WHAT YOU SHOULD DO
A verbatim copy of all the data is required, minus any images.

EXERCISE MATERIAL
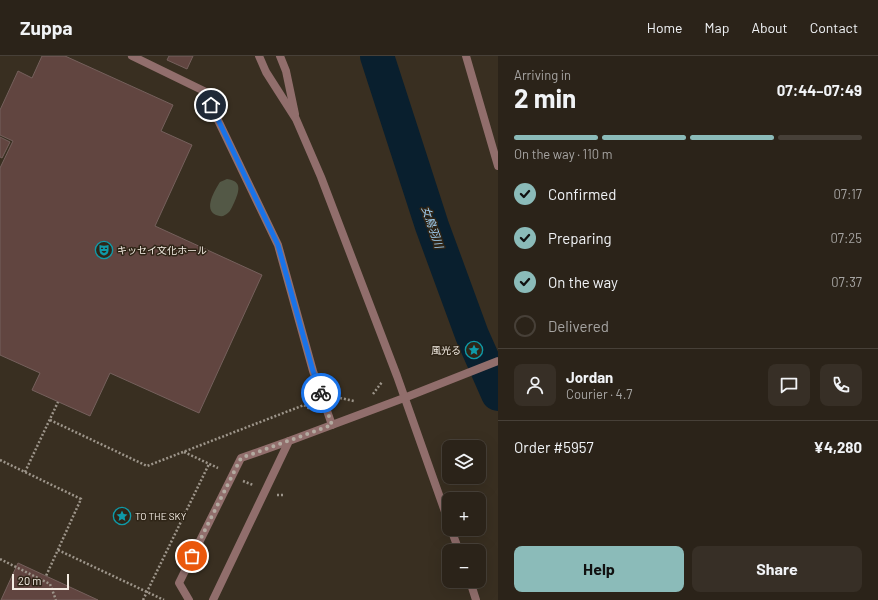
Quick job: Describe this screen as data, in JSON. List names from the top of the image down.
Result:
{
  "water": ["女鳥羽川"],
  "places": {
    "theatre": ["キッセイ文化ホール"],
    "place": ["風光る", "TO THE SKY"]
  },
  "scale_bar": "20 m",
  "page": {
    "header": "Zuppa",
    "nav": [
      "Home",
      "Map",
      "About",
      "Contact"
    ],
    "heading": ["2 min", "Arriving in", "07:44–07:49"],
    "panel": [
      "Jordan",
      "Courier · 4.7",
      "Order #5957",
      "¥4,280"
    ],
    "bar": "On the way · 110 m",
    "list": [
      ["Confirmed", "07:17"],
      ["Preparing", "07:25"],
      ["On the way", "07:37"],
      "Delivered"
    ],
    "map_buttons": ["+", "−"],
    "buttons": ["Help", "Share"],
    "scale": "20 m"
  }
}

TASK RESPONSE
Quick job: Describe this screen as data, in JSON. List names from the top of the image down.
Result:
{
  "water": ["女鳥羽川"],
  "places": {
    "theatre": ["キッセイ文化ホール"],
    "place": ["風光る", "TO THE SKY"]
  },
  "scale_bar": "20 m",
  "page": {
    "header": "Zuppa",
    "nav": [
      "Home",
      "Map",
      "About",
      "Contact"
    ],
    "heading": ["2 min", "Arriving in", "07:44–07:49"],
    "panel": [
      "Jordan",
      "Courier · 4.7",
      "Order #5957",
      "¥4,280"
    ],
    "bar": "On the way · 110 m",
    "list": [
      ["Confirmed", "07:17"],
      ["Preparing", "07:25"],
      ["On the way", "07:37"],
      "Delivered"
    ],
    "map_buttons": ["+", "−"],
    "buttons": ["Help", "Share"],
    "scale": "20 m"
  }
}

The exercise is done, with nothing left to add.